What I found baffling was that nobody cared about authentication frameworks until they became something that worked "as a service" about 10 years later which is silly for so many reasons, not the least that a company that offers a service like that is going to either run out of money and shut down the service or get aqui-hired and shut down the service.
- 3 or more input directories which have specific roles like "main archive, prioritize", "temp folder, remove from here first"
- multiple levels of equivalence test, including file name, exif tags, checksum, perhaps perceptual hash (e.g. for flagging downscaled images to be deleted)
I usually value two things: one, who first made the user aware about the product (could be organic, FB, SEM, Organic, Instagram, reddit, hacker news, product hunt, anything) and then which channel was responsible for final conversion event we want.

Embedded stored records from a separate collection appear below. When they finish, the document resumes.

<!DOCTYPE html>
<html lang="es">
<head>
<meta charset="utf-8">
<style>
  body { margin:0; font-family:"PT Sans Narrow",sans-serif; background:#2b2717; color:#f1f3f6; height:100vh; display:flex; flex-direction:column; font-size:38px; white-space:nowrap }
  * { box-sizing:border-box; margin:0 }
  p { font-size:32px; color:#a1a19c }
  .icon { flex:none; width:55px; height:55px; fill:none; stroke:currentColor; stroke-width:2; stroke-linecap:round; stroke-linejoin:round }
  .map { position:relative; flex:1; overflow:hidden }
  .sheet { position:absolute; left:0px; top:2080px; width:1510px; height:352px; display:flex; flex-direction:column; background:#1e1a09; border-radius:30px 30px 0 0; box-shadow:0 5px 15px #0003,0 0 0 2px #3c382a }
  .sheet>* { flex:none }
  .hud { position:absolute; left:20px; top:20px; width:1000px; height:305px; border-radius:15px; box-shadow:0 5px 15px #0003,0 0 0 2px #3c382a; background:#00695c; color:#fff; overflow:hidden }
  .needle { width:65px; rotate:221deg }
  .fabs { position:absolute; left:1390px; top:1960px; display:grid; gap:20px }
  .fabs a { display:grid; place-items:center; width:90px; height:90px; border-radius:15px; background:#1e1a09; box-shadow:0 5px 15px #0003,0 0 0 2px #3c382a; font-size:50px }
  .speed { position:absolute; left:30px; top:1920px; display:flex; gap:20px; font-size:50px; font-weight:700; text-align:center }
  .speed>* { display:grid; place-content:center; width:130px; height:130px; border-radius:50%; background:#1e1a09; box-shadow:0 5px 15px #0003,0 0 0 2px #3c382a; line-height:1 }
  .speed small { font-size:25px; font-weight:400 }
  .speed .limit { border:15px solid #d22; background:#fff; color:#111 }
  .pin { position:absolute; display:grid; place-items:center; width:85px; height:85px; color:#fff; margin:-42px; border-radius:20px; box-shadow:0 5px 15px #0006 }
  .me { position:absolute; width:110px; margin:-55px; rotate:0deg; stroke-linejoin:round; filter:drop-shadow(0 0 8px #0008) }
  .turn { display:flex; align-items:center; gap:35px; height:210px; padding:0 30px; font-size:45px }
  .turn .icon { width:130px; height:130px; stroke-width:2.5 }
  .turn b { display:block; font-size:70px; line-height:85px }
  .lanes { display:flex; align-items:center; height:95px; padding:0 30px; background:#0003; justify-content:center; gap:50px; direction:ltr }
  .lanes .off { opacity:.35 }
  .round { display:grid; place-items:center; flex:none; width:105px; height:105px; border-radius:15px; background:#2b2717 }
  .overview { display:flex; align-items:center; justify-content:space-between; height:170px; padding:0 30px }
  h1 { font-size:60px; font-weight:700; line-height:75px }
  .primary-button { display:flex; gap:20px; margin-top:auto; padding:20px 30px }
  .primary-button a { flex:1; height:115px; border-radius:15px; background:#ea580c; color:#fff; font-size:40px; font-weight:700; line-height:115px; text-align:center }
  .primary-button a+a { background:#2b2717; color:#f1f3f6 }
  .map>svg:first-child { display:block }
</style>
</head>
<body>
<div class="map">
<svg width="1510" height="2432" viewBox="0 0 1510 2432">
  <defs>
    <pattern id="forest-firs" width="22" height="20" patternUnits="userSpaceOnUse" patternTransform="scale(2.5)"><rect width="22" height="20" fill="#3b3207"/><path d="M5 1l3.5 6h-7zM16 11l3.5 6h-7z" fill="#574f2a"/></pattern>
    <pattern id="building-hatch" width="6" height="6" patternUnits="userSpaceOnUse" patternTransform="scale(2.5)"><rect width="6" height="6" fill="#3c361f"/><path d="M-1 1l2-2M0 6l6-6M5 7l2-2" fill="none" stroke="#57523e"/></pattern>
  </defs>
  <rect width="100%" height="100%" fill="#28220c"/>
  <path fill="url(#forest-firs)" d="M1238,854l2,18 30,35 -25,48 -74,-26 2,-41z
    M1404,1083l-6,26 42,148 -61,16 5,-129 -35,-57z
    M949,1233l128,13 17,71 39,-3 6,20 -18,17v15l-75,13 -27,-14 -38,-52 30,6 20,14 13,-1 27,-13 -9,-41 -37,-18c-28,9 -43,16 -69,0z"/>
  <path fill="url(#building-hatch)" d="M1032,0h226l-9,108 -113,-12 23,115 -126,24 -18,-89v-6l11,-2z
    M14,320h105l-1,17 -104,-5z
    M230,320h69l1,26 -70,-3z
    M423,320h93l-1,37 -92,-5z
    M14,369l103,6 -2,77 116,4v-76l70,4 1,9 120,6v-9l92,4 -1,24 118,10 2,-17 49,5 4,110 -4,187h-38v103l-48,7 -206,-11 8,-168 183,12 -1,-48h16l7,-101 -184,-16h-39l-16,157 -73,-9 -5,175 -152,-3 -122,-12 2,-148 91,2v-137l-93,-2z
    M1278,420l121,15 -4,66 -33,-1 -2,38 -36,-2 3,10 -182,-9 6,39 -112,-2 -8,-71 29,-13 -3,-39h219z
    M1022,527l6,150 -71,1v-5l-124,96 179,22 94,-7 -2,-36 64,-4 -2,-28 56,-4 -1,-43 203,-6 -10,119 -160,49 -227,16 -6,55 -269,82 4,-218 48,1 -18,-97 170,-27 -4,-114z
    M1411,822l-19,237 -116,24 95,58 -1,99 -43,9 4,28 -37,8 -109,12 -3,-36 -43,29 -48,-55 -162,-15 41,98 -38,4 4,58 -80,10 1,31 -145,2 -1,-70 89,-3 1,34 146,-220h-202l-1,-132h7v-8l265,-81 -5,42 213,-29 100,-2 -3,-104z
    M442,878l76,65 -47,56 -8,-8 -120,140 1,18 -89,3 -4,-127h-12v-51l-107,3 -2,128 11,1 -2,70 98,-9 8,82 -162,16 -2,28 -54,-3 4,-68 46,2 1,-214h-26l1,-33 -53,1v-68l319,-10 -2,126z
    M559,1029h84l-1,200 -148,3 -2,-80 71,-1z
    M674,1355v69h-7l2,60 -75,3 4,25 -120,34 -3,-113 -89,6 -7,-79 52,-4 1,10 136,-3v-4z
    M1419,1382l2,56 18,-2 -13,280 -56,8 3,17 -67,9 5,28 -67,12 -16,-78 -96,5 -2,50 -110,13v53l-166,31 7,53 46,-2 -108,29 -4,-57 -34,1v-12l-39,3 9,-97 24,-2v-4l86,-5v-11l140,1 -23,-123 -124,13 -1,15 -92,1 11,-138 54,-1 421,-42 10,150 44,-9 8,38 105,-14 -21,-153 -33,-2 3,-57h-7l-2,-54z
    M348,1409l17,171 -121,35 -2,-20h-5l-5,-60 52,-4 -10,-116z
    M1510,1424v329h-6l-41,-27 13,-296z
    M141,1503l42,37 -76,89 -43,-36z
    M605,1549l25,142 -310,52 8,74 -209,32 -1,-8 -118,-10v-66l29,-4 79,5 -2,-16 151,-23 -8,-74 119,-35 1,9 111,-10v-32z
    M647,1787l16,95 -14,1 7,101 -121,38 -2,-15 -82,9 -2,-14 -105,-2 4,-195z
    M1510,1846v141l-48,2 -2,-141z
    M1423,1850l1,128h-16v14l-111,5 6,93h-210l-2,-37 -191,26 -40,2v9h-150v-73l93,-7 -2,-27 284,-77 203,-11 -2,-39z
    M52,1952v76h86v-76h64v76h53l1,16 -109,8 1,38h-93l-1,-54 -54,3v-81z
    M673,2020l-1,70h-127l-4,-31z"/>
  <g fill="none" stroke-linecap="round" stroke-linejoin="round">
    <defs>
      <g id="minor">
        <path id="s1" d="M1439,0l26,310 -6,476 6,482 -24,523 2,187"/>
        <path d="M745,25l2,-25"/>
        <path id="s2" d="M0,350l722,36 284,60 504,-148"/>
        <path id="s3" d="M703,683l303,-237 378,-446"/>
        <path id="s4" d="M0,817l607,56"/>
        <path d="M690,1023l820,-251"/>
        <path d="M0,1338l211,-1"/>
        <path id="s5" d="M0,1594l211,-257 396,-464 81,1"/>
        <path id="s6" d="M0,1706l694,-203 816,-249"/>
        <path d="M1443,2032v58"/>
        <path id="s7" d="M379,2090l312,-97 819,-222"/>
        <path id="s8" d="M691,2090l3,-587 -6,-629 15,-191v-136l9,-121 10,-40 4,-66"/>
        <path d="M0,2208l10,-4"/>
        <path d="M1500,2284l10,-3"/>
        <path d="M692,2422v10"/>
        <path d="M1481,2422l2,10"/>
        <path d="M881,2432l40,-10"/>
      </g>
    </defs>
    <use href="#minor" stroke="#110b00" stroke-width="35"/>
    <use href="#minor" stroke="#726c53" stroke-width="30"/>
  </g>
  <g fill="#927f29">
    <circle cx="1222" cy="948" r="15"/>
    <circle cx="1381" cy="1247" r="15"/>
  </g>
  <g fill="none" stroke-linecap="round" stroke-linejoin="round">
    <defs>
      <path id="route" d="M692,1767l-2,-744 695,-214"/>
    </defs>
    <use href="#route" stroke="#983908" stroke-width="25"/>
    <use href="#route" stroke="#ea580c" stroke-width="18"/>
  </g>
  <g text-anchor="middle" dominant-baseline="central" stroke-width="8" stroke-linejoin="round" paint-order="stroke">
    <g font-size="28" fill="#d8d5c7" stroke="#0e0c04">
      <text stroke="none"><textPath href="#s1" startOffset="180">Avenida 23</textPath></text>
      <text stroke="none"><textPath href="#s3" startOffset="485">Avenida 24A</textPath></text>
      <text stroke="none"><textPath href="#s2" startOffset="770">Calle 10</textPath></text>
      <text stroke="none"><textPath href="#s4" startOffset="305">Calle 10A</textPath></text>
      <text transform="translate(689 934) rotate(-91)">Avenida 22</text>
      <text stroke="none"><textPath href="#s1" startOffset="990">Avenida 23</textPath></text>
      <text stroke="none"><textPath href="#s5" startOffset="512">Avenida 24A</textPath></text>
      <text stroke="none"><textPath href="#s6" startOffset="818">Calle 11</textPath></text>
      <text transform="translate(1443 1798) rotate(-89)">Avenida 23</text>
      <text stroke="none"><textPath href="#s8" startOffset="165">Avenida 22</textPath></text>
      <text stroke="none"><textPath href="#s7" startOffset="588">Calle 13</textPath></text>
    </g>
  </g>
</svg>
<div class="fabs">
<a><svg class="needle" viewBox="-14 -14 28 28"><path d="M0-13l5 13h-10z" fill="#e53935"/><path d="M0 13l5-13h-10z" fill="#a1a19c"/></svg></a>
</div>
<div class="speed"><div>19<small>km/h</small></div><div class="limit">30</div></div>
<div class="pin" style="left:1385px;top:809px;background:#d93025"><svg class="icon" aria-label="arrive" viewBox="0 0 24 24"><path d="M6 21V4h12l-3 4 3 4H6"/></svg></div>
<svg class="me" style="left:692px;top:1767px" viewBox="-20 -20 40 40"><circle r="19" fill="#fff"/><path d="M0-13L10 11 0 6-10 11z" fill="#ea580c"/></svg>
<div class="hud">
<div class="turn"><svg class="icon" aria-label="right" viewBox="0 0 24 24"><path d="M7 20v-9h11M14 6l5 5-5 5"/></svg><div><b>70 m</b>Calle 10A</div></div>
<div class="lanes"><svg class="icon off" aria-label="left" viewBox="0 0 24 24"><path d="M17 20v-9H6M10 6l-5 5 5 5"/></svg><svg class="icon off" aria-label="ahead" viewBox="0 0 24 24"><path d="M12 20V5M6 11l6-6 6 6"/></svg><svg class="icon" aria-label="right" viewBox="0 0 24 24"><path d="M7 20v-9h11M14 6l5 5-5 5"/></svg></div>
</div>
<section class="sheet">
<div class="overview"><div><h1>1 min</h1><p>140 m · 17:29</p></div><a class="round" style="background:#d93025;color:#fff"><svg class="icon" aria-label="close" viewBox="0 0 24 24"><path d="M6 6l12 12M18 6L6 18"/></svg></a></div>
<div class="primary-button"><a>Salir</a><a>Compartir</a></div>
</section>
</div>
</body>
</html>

Most products in the market only care about last. First touch is important to figure out where to get more users from at a lower cost. In the products, they tend to overwrite that and just use last touch. So, you store the JSON at the time of generation in your own database, map it to userid, and use it for internal calculation.
So with that said, I prefer restic over borg for the S3 support.
It takes a day or two to set up though, if you are not super technical like myself
Not a plug. I'm unaffiliated and just impressed by it. Should've thought of it myself.
The only I have used before was django auth (great), but never get anything like that in other langs. I'm in Rust know and is my biggest desire...
Then there is also the problem you are facing and that is tooling not being language-agnostic across the board and you will have to re-implement similar patterns when changing the backend language or framework.
There are many static site generators that spit out a directory with HTML files ready to be served. But getting that output in S3, netlify or your self hosted nginx is a very different process. Configuring things like cache-control, redirections, compression or error pages is done differently on all these platforms.
Wouldn't it be nice if it was possible to basically generate a tar.gz with some metadata that would automatically configure the web server and deploy the site? Kind of like a docker image but for static files?
It's surprisingly hard to find. I contributed to one open source that a co-worker started, and I made my own in my own time. So I've almost made it twice.
But when I say teams I mean it needs to be designed in a way that it can easily reflect a CMDB architecture, with a tree of objects, API and LDAP auth. Technical details aside, the goal is of course to integrate it with other systems.
On top of that, not all UIs are simple enough to be used by the entire organization either, but as long as it separates backend and frontend that can always be fixed.
Honestly my current plan, and this would be the 3rd time I build something like this, is to make a simplified frontend for Hashicorp Vault.
it's custom to every user and every development environment
It can probably be configured by someone in your company as a docker image you can run, but usually that's only necessary for large teams where IT is provisioning development laptops and there's a lot of consistency and common dependencies, even then I don't see it being worth the effort as those preferences would still vary across team roles and projects.